| What needs to be done |
What is needed is the whole of the data, set down exactly.

Stored data entries
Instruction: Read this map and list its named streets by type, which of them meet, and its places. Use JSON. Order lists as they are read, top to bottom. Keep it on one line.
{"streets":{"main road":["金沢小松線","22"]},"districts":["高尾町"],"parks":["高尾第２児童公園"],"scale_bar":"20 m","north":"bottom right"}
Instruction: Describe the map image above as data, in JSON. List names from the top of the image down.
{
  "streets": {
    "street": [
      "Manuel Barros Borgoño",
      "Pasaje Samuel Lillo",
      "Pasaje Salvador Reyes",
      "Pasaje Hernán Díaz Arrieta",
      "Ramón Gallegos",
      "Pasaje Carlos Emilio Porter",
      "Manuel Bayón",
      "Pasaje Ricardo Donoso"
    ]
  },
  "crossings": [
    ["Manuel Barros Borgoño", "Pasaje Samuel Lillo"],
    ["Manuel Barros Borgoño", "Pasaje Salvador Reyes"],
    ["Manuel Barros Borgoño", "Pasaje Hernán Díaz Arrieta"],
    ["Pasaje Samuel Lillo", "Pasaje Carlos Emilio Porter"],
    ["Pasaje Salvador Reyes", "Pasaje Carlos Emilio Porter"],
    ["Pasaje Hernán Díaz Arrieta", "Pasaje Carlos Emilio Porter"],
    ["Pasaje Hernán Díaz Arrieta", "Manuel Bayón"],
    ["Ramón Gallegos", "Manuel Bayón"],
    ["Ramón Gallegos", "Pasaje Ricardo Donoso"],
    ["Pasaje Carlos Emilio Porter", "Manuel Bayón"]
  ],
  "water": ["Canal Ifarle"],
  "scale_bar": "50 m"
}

| Task solution |
Instruction: Read this map and list its named streets by type, which of them meet, and its places. Use JSON. Order lists as they are read, top to bottom. Keep it on one line.
{"streets":{"main road":["金沢小松線","22"]},"districts":["高尾町"],"parks":["高尾第２児童公園"],"scale_bar":"20 m","north":"bottom right"}
Instruction: Describe the map image above as data, in JSON. List names from the top of the image down.
{
  "streets": {
    "street": [
      "Manuel Barros Borgoño",
      "Pasaje Samuel Lillo",
      "Pasaje Salvador Reyes",
      "Pasaje Hernán Díaz Arrieta",
      "Ramón Gallegos",
      "Pasaje Carlos Emilio Porter",
      "Manuel Bayón",
      "Pasaje Ricardo Donoso"
    ]
  },
  "crossings": [
    ["Manuel Barros Borgoño", "Pasaje Samuel Lillo"],
    ["Manuel Barros Borgoño", "Pasaje Salvador Reyes"],
    ["Manuel Barros Borgoño", "Pasaje Hernán Díaz Arrieta"],
    ["Pasaje Samuel Lillo", "Pasaje Carlos Emilio Porter"],
    ["Pasaje Salvador Reyes", "Pasaje Carlos Emilio Porter"],
    ["Pasaje Hernán Díaz Arrieta", "Pasaje Carlos Emilio Porter"],
    ["Pasaje Hernán Díaz Arrieta", "Manuel Bayón"],
    ["Ramón Gallegos", "Manuel Bayón"],
    ["Ramón Gallegos", "Pasaje Ricardo Donoso"],
    ["Pasaje Carlos Emilio Porter", "Manuel Bayón"]
  ],
  "water": ["Canal Ifarle"],
  "scale_bar": "50 m"
}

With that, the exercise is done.